Wrong search results due to stale request cache (in some rare situations) #94

d-maurer · 2020-02-14T09:45:32Z

I have just tracked down a difficult problem to UnIndex's request caching (details: "https://community.plone.org/t/potential-memory-corruption-during-migration-plone-4-2-5-2/11655/11"). This demonstrates that it is potentially dangerous. Looking at the code, it seems that UnIndex forgets to invalidate the cache when the index gets modified (and it would not be easy to get this done reliably as many derived classes override the modification methods and therefore may need to take care of the cache invalidation themselves); if this is really the case, then in a sequence of "search, modify index, search" the second search may give outdated results.

What is the use case for this request caching?
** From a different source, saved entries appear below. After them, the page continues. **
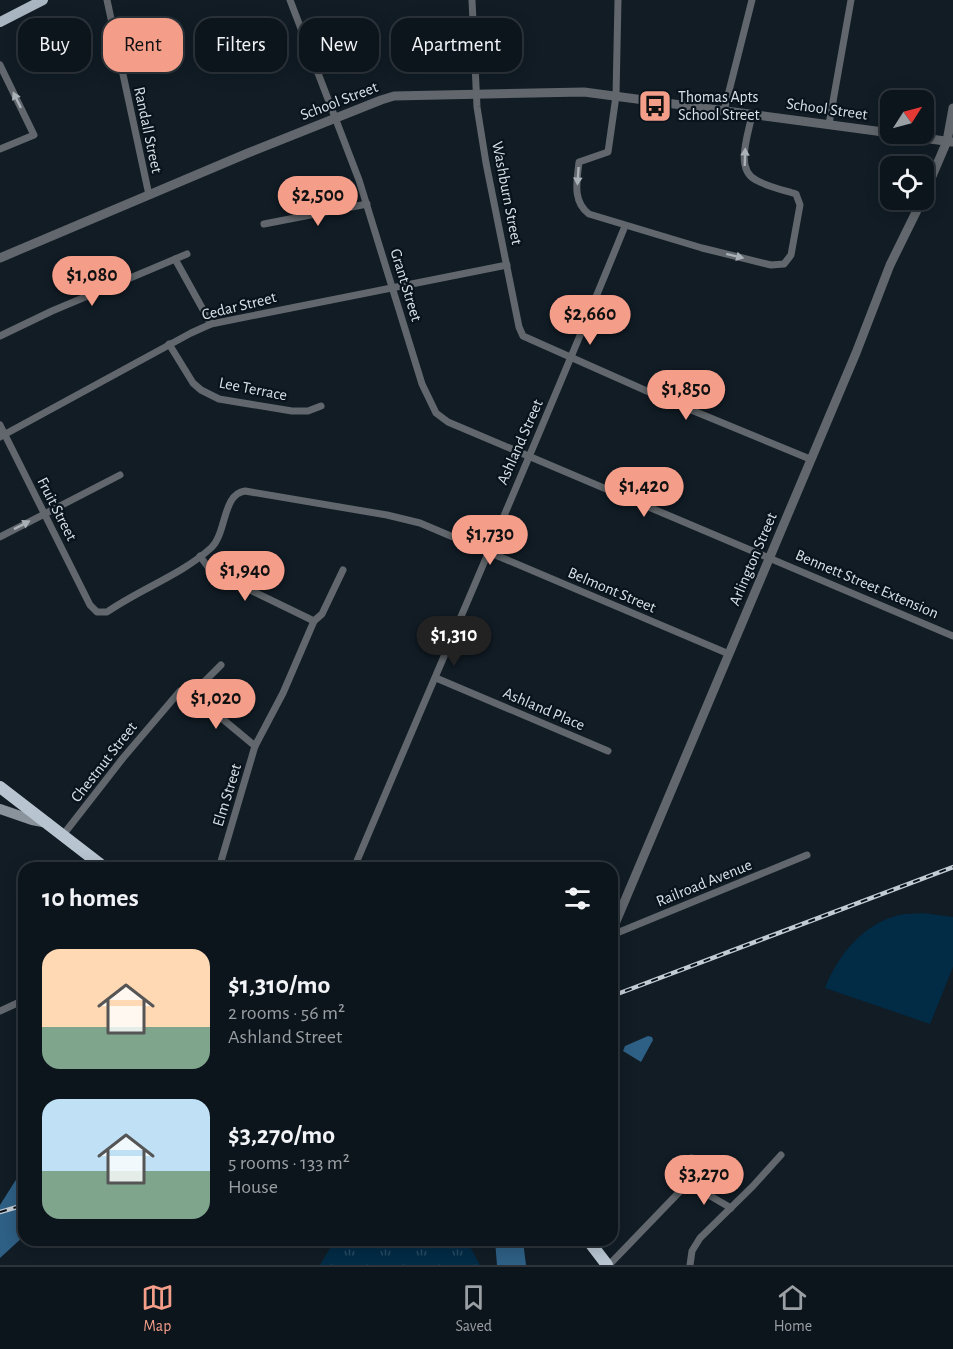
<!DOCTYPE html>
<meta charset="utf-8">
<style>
:root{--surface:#0d151c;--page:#1b2229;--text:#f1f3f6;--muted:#9a9fa3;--line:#2d343b;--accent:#f49e8a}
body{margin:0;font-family:"Alegreya Sans",sans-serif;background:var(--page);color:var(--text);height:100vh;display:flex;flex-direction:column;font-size:22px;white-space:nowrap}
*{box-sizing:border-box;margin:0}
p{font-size:20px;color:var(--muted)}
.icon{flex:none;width:33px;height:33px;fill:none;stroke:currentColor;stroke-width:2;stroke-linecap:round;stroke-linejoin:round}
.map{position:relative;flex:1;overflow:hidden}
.details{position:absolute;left:18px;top:862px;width:600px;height:384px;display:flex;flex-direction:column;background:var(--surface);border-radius:18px;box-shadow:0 3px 15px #0003,0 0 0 2px var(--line)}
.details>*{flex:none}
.guide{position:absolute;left:18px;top:18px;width:600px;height:54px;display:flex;gap:12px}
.needle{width:39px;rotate:54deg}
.controls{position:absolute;left:880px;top:90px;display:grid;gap:12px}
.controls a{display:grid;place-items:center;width:54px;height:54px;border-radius:12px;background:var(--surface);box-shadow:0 3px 15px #0003,0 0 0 2px var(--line);font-size:30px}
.price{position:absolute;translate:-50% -51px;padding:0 14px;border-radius:21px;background:var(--accent);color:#111;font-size:20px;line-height:39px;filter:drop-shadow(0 2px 3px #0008)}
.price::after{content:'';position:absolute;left:50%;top:36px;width:18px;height:14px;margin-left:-9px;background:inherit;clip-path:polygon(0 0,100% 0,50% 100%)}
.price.active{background:#222;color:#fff}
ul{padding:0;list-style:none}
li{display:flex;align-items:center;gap:18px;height:150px;padding:0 24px}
li span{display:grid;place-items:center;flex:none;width:168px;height:120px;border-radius:18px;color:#555}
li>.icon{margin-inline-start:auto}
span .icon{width:72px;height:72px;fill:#fffc;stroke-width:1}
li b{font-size:26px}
h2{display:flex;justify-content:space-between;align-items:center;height:72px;padding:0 24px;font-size:26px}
.tag{padding:0 21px;border-radius:18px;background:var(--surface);box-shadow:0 3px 15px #0003,0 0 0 2px var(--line);font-size:21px;line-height:54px}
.tag.active{background:var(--accent);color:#111}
.tab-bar{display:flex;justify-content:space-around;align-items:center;height:84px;border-top:2px solid var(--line);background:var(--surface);font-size:16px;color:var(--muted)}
.tab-bar a{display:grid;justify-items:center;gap:3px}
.tab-bar .active{color:var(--accent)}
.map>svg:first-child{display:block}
.green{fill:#022b45}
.park{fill:url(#park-tufts)}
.water{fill:#2e5f84}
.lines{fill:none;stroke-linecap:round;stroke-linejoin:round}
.minor{stroke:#61676c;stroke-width:7}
.tertiary{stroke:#61676c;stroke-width:9}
.secondary{stroke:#8a939b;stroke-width:10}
.primary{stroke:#a9b5c0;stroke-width:10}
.trunk{stroke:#b8c5d0;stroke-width:12}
.rail-casing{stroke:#c3cbd2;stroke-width:4.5}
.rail{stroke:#09131c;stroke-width:2;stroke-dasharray:7;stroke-linecap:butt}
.oneway{fill:#a9b0b6}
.labels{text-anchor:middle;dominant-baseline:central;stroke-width:4.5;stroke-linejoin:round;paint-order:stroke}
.poi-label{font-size:16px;fill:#d9e1e7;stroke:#09131c;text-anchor:start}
.street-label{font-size:16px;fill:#d9e1e7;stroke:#09131c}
</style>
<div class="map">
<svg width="953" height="1265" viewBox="0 0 953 1265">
<defs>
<pattern id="park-tufts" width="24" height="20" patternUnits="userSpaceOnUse" patternTransform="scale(1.5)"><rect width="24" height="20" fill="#022b45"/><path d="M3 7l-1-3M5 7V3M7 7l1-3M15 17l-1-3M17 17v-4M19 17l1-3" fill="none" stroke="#264960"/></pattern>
</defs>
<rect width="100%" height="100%" fill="#111c25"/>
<path class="green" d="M923 913 953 917V967L930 1024 825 988C838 955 863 924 899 915 907 913 915 914 923 913Z"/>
<path class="park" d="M335 1240 467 1241 480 1265H320Z"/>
<g class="water">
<path d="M648 1036 652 1037 653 1040 641 1062 623 1051 625 1046Z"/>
<path d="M24 1167V1236L0 1258V1205Z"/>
<path d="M495 1241H523L526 1265H497Z"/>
</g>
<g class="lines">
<g class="minor">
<path d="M107 0 149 195"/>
<path d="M290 0 359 180 422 384 436 413 448 422 953 636"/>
<path d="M472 0 477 107 486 163 519 327 523 336 667 400 810 459"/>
<path d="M618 0 616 96 608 152 579 162C577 181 572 201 589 214L702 248 771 265 784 264 791 255 800 205 796 194C783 190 768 187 756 180 734 169 749 133 752 114"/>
<path d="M0 65 34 135 0 149"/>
<path d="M724 111 752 0"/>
<path d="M829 124 851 0"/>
<path d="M264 224 367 204"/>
<path d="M175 259 211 324"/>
<path d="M0 336 52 311 187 254"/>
<path d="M169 344 193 383 201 390 219 399 292 411H308L321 406"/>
<path d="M0 425 90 605 97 612H107C140 589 181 575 211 548 227 533 222 494 245 491L387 515 420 523 729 654"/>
<path d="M0 437 191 333 211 324 507 265"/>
<path d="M0 537 120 475"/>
<path d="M200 556 208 567 219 575 314 621"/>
<path d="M436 678 608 751"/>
<path d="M192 694 221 665"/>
<path d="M63 835 123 758 180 691H189L255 746"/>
<path d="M219 868 255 746 283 693 314 621 322 614 343 570"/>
<path d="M354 868C444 654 538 441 625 226"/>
<path d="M612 935 807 855"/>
<path d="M0 1011 24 1000"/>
<path d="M687 1174H696L703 1167 697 1159 691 1158 686 1163 688 1183"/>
<path d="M688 1183 731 1208"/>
<path d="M609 1265 688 1183"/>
<path d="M690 1265 692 1251 700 1238 753 1186 781 1155"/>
</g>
<g class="tertiary">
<path d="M895 134 952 142"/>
<path d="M924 195 947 141 953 108"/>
<path d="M0 258 248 153 381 100 394 96 584 92 891 133"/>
<path d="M612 931 856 353 890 265 922 200"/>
</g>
<path class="secondary" d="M0 809 32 820 48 823"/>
<path class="primary" d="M0 22 43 0"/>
<g class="trunk">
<path d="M0 787 105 868"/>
<path d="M588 1240 607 1265"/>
</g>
<g class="rail-casing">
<g id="rail">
<path d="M612 996 953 867"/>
<path d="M0 1212 24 1205"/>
</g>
</g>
<use href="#rail" class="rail"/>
</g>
<defs><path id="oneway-solid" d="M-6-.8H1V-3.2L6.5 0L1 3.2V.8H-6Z" transform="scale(1.5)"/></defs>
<g class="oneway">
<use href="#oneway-solid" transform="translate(17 100) rotate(-116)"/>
<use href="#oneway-solid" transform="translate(745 157) rotate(-88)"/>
<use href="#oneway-solid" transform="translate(578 176) rotate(94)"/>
<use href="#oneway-solid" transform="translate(735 256) rotate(14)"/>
<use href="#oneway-solid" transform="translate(22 525) rotate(-27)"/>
</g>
<defs>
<g id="bus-square" transform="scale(1.725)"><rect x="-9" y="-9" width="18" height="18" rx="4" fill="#f49e8a" stroke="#09131c"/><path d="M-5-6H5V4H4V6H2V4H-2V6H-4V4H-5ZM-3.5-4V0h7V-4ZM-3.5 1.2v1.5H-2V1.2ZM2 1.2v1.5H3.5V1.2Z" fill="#111"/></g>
</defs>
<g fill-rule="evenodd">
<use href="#bus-square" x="655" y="106"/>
</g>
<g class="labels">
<g class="poi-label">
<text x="678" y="97">Thomas Apts<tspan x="678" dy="18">School Street</tspan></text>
</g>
<g class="street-label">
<text transform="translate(339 101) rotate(-21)">School Street</text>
<text transform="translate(827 109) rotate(8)">School Street</text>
<text transform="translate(148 130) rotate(78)">Randall Street</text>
<text transform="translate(507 193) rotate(79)">Washburn Street</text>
<text transform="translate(406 285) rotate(73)">Grant Street</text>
<text transform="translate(239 306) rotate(-14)">Cedar Street</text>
<text transform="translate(253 389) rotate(11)">Lee Terrace</text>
<text transform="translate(520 442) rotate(-66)">Ashland Street</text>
<text transform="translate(57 509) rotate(63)">Fruit Street</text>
<text transform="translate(753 559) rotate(-67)">Arlington Street</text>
<text transform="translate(867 584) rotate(23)">Bennett Street Extension</text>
<text transform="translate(612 590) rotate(23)">Belmont Street</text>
<text transform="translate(544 709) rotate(23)">Ashland Place</text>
<text transform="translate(104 762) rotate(-52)">Chestnut Street</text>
<text transform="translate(227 795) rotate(-73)">Elm Street</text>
<text transform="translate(704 883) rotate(-22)">Railroad Avenue</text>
</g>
</g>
</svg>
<div class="controls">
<a><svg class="needle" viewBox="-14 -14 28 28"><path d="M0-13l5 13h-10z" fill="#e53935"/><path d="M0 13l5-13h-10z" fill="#9a9fa3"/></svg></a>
<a><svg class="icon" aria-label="locate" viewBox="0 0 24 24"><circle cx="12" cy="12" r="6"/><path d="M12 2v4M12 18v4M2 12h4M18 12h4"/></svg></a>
</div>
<b class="price" style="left:318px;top:227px">$2,500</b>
<b class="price" style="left:92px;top:307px">$1,080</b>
<b class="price" style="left:590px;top:346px">$2,660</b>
<b class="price" style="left:686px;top:421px">$1,850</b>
<b class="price" style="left:644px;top:518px">$1,420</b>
<b class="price" style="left:490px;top:566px">$1,730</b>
<b class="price" style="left:245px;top:602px">$1,940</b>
<b class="price active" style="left:454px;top:667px">$1,310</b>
<b class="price" style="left:216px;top:730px">$1,020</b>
<b class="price" style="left:704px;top:1206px">$3,270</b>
<div class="guide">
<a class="tag">Buy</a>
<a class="tag active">Rent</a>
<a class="tag">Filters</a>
<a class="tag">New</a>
<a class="tag">Apartment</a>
</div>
<section class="details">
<h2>10 homes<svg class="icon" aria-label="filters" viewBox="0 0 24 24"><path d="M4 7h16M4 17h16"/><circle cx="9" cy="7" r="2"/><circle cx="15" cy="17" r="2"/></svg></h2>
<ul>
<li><span style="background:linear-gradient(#ffd9b3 65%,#7fa58c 0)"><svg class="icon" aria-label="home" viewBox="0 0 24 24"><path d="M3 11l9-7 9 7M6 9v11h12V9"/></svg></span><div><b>$1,310/mo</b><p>2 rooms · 56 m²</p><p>Ashland Street</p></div></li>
<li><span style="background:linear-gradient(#bfe0f5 60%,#7fa58c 0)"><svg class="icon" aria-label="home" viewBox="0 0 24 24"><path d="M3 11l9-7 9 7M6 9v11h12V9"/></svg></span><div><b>$3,270/mo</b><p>5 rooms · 133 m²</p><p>House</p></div></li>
</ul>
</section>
</div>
<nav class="tab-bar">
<a class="active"><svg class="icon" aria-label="map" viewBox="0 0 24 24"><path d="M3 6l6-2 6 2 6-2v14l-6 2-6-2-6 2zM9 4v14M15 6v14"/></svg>Map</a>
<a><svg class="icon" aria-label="saved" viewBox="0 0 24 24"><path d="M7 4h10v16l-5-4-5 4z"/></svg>Saved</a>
<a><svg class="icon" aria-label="home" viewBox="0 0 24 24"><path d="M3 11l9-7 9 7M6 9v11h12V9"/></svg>Home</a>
</nav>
For me, it seems quite rare that the same request issued the same subquery against the same index several times. If there is not convincing use case, should we not eliminate this feature?

The text was updated successfully, but these errors were encountered:

andbag · 2020-02-14T12:55:06Z

Under Plone there are countless catalog queries that use the same index including filters for different content listings. Without a request cache, the same intersection within the UnIndex would have to be created again and again within a page structure when the index is called repeatedly. In our experience, several 100ms can be saved during page generation for large sites. For example, the Plone indexes derived from UnIndex, allowedUsersAndRoles (KeywordIndex) and effective (DateRangeIndex), are logically ANDed with every query with every catalog call.
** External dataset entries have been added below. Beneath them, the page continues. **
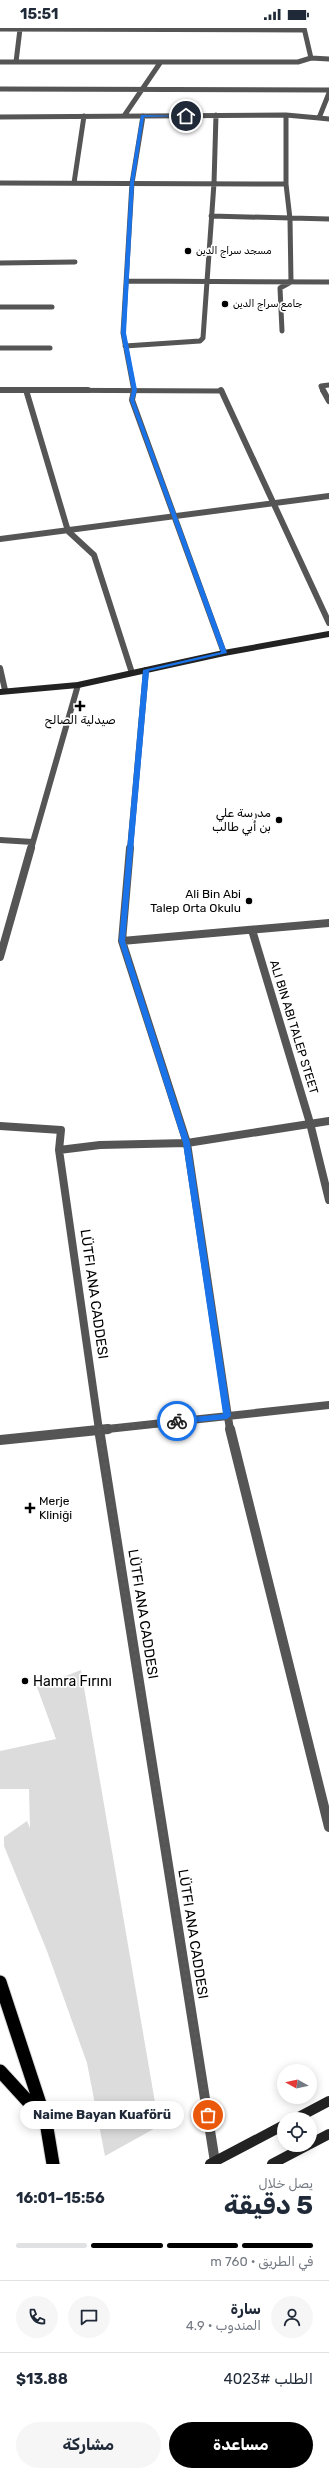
<!DOCTYPE html>
<html lang="ar">
<meta charset="utf-8">
<style>
:root{--surface:#fff;--page:#f6f6f7;--text:#1f2937;--muted:#747a83;--line:#e0e1e3;--accent:#000}
body{margin:0;font-family:Rubik,Cairo,sans-serif;background:var(--page);color:var(--text);direction:rtl;height:100vh;display:flex;flex-direction:column;font-size:15px;white-space:nowrap}
*{box-sizing:border-box;margin:0}
p{font-size:13px;color:var(--muted)}
.icon{flex:none;width:22px;height:22px;fill:none;stroke:currentColor;stroke-width:2;stroke-linecap:round;stroke-linejoin:round}
.map{position:relative;height:2136px;overflow:hidden;direction:ltr}
.panel{display:flex;flex-direction:column;background:var(--surface);flex:1}
.panel>*{flex:none}
.needle{width:26px;rotate:278deg}
.controls{position:absolute;left:277px;top:2036px;display:grid;gap:8px}
.controls a{display:grid;place-items:center;width:40px;height:40px;border-radius:50%;background:var(--surface);box-shadow:0 2px 10px #0003;font-size:20px}
.pin{position:absolute;display:grid;place-items:center;width:34px;height:34px;color:#fff;margin:-17px;border:2px solid #fff;border-radius:50%;box-shadow:0 1px 4px #0007}
.courier{position:absolute;display:grid;place-items:center;width:40px;height:40px;margin:-20px;border:3px solid #1a73e8;border-radius:50%;background:#fff;color:#222;box-shadow:0 1px 5px #0007}
.bubble{position:absolute;height:28px;border-radius:14px;background:var(--surface);box-shadow:0 2px 10px #0003;font-size:13px;font-weight:700;line-height:28px;text-align:center;direction:rtl}
.head em{font-style:normal;font-weight:700}
.head div{display:flex;flex-direction:column-reverse}
.head{display:flex;align-items:center;justify-content:space-between;height:68px;padding:0 16px}
h1{font-size:26px;font-weight:700;line-height:30px}
.bar{display:grid;grid-template-columns:repeat(4,1fr);gap:6px 4px;align-content:center;height:48px;padding:0 16px}
.bar i{height:5px;border-radius:3px;background:var(--line)}
.bar .active{background:var(--accent)}
.bar p{grid-column:span 4}
.line{display:flex;align-items:center;gap:10px;padding:0 16px;border-top:1px solid var(--line)}
.line div{flex:1}
.round{display:grid;place-items:center;flex:none;width:42px;height:42px;border-radius:21px;background:var(--page)}
.primary-button{display:flex;gap:8px;margin-top:auto;padding:8px 16px}
.primary-button a{flex:1;height:46px;border-radius:24px;background:var(--accent);color:#fff;font-size:16px;font-weight:700;line-height:46px;text-align:center}
.primary-button a+a{background:var(--page);color:var(--text)}
.status{display:flex;justify-content:space-between;align-items:center;height:28px;padding:0 20px;background:var(--surface);direction:ltr}
.status svg{height:11px;fill:currentColor}
.map>svg:first-child{display:block}
.green{fill:#dcdcdc}
.lines{fill:none;stroke-linecap:round;stroke-linejoin:round}
.primary-casing{stroke:#dbdbdb;stroke-width:15}
.street-far3{stroke:#555;stroke-width:5}
.street-far2{stroke:#555;stroke-width:6}
.street-far1{stroke:#555;stroke-width:8}
.street{stroke:#555;stroke-width:10}
.secondary-far1{stroke:#222;stroke-width:6}
.secondary{stroke:#222;stroke-width:10}
.primary{stroke:#000;stroke-width:13}
.route{fill:#1a73e8}
.done{stroke:#595959;stroke-width:4;stroke-dasharray:0 7.2}
.poi-dot{fill:#000;stroke:#fff;stroke-width:1.5}
.labels{text-anchor:middle;dominant-baseline:central;stroke-width:3.5;stroke-linejoin:round;paint-order:stroke}
.far-poi-label{font-size:10px;fill:#000;stroke:#fff;text-anchor:start}
.poi-label{font-size:12px;fill:#000;stroke:#fff;text-anchor:end}
.street-label{font-size:12px;fill:#000;stroke:#fff}
.near-street-label{font-size:14px;fill:#000;stroke:#fff}
.near-poi-label{font-size:14px;fill:#000;stroke:#fff;text-anchor:start}
</style>
<div class="status"><b>15:51</b><svg viewBox="0 0 49 12"><path d="M0 12V9h3v3zM5 12V6h3v6zM10 12V3h3v9zM15 12V0h3v12zM26 1h20v11H26zM47 4h2v5h-2z"/></svg></div>
<div class="map">
<svg width="329" height="2136" viewBox="0 0 329 2136">
<rect width="100%" height="100%" fill="#fff"/>
<path class="green" d="M81,1642L159,2098L105,2128L87,2035L47,1923L4,1818V1809L27,1793L30,1800L29,1761H0V1723L56,1711L37,1659Z"/>
<g class="lines">
<g class="primary-casing">
<path id="primary" d="M0,1954L46,2094L53,2136
M0,2043L45,2092"/>
</g>
<path class="street-far3" d="M0,1L304,2
M311,30L329,31
M0,34H298L311,30L304,0
M16,34L20,1
M0,61L329,62
M124,88L160,35
M0,89L286,87L319,90L329,65
M319,90L329,91
M0,155L286,156V87
M74,155L84,88
M211,188L329,191
M0,235L75,234
M128,253L329,254
M0,279H52
M282,303L280,260L291,254L290,191L286,156
M125,318L200,313L203,310L214,155L216,87
M0,320H50
M0,362L222,363
M134,363L123,305L132,155L143,88
M323,363L321,358L329,357"/>
<path class="street-far2" d="M0,362H88
M26,362L68,503L94,527L132,645
M134,362L132,372L224,625
M221,362L329,595
M323,362L329,373
M0,511L329,468
M0,640L5,662
M0,812L33,814
M31,821L78,657
M130,821L146,642"/>
<path class="street-far1" d="M130,820L122,913L187,1115L230,1402
M252,902L310,1095L329,1172
M122,913L329,895
M0,929L31,820
M0,1098L61,1102L59,1122L99,1402
M59,1122L100,1117L187,1115L329,1093
M98,1402L329,1377"/>
<path class="street" d="M99,1401L215,2134
M230,1401L329,1799
M0,1412L108,1401"/>
<path class="secondary-far1" d="M0,664L78,657L224,625L329,606"/>
<path class="secondary" d="M295,2091L329,2073
M310,2116L329,2106
M210,2136L284,2097
M272,2136L308,2117"/>
<use href="#primary" class="primary"/>
</g>
<path class="route" d="M141,87L188,88L144,89L134,155L126,305L137,362L134,372L227,625L149,643L125,913L190,1115L231,1388L227,1391L177,1396L173,1393L174,1391L223,1386L183,1115L119,913L143,642L221,624L130,372L132,362L121,305L130,155Z"/>
<g class="lines">
<path class="done" d="M177,1393L99,1400L208,2087"/>
</g>
<g class="poi-dot">
<circle cx="188" cy="223" r="4"/>
<circle cx="225" cy="276" r="4"/>
<path d="M78 672h4v4h4v4h-4v4h-4v-4h-4v-4h4z"/>
<circle cx="279" cy="792" r="4"/>
<circle cx="249" cy="873" r="4"/>
<path d="M28 1474h4v4h4v4h-4v4h-4v-4h-4v-4h4z"/>
<circle cx="25" cy="1653" r="4"/>
</g>
<g class="labels">
<g class="far-poi-label">
<text x="196" y="223">مسجد سراج الدين</text>
<text x="233" y="276">جامع سراج الدين</text>
</g>
<g class="poi-label">
<text x="80" y="692" text-anchor="middle">صيدلية الصالح</text>
<text x="271" y="785">مدرسة علي<tspan x="271" dy="14">بن أبي طالب</tspan></text>
<text x="241" y="866">Ali Bin Abi<tspan x="241" dy="14">Talep Orta Okulu</tspan></text>
<text x="39" y="1473" text-anchor="start">Merje<tspan x="39" dy="14">Kliniği</tspan></text>
</g>
<g class="street-label">
<text transform="translate(294 999) rotate(73)">ALI BIN ABI TALEP STEET</text>
</g>
<g class="near-street-label">
<text transform="translate(94 1266) rotate(82)">LÜTFI ANA CADDESI</text>
<text transform="translate(143 1586) rotate(81)">LÜTFI ANA CADDESI</text>
<text transform="translate(193 1906) rotate(81)">LÜTFI ANA CADDESI</text>
</g>
<g class="near-poi-label">
<text x="33" y="1653">Hamra Fırını</text>
</g>
</g>
</svg>
<div class="controls">
<a><svg class="needle" viewBox="-14 -14 28 28"><path d="M0-13l5 13h-10z" fill="#e53935"/><path d="M0 13l5-13h-10z" fill="#747a83"/></svg></a>
<a><svg class="icon" aria-label="locate" viewBox="0 0 24 24"><circle cx="12" cy="12" r="6"/><path d="M12 2v4M12 18v4M2 12h4M18 12h4"/></svg></a>
</div>
<div class="pin" style="left:208px;top:2087px;background:#ea580c"><svg class="icon" aria-label="bag" viewBox="0 0 24 24"><path d="M5 8h14l-1 12H6zM9 8a3 3 0 0 1 6 0"/></svg></div>
<div class="pin" style="left:186px;top:88px;background:#1f2937"><svg class="icon" aria-label="home" viewBox="0 0 24 24"><path d="M3 11l9-7 9 7M6 9v11h12V9"/></svg></div>
<div class="courier" style="left:177px;top:1393px"><svg class="icon" aria-label="bike" viewBox="0 0 24 24"><circle cx="6" cy="16" r="4"/><circle cx="18" cy="16" r="4"/><path d="M6 16l4-8h5l3 8M10 8l3 8H6M13 5h3"/></svg></div>
<div class="bubble" style="left:20px;top:2073px;width:164px">Naime Bayan Kuaförü</div>
</div>
<section class="panel">
<div class="head"><div><h1>5 دقيقة</h1><p>يصل خلال</p></div><em>15:56–16:01</em></div>
<div class="bar"><i class="active"></i><i class="active"></i><i class="active"></i><i></i><p>في الطريق · 760 m</p></div>
<div class="line" style="height:72px"><a class="round"><svg class="icon" aria-label="person" viewBox="0 0 24 24"><circle cx="12" cy="8" r="4"/><path d="M4 21q1-7 8-7t8 7"/></svg></a><div><b>سارة</b><p>المندوب · 4.9</p></div><a class="round"><svg class="icon" aria-label="chat" viewBox="0 0 24 24"><path d="M4 5h16v11H9l-5 4z"/></svg></a><a class="round"><svg class="icon" aria-label="phone" viewBox="0 0 24 24"><path d="M5 4h4l2 5-3 2q2 4 5 5l2-3 5 2v4C11 20 4 13 5 4z"/></svg></a></div>
<div class="line" style="height:52px"><div>الطلب #4023</div><b>$13.88</b></div>
<div class="primary-button"><a>مساعدة</a><a>مشاركة</a></div>
</section>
It would be sad if the performance improvement, whose implementation was work intensive, would be dropped for large Plone sites.

d-maurer · 2020-02-14T17:23:54Z

Andreas Gabriel wrote at 2020-2-14 04:55 -0800:

Under Plone there are countless catalog queries that use the same index including filters for different content listings. Without a request cache, the same intersection within the UnIndex would have to be created again and again within a page structure when the index is called repeatedly. In our experience, several 100ms can be saved during page generation for large sites. For example, the Plone indexes derived from UnIndex, allowedUsersAndRoles (KeywordIndex) and effective (DateRangeIndex), are logically ANDed with every query with every catalog call. It would be sad if the performance improvement, whose implementation was work intensive, would be dropped for large Plone sites.

In this case, the request caching should be made safer: * the cache is actually a catalog, not an index related cache. As a consequence, `PluginIndexes.cache` should be moved to `ZCatalog` and `UnIndex` obtain the cache to be used from its catalog. * for persistent catalogs, the cache key should include the oid and database in addition to the current information. This would prevent the wrong delivery of search results for foreign catalogs (as I have observed in a mass Plone portal migration script) * the catalog should invalidate its cache on "[un]catalogObject" to prevent the delivery of outdated cached search results when a request uses "search, modify catalog, search" like sequences.

d-maurer · 2020-02-15T08:29:23Z

Andreas Gabriel wrote at 2020-2-14 04:55 -0800:

... It would be sad if the performance improvement, whose implementation was work intensive, would be dropped for large Plone sites.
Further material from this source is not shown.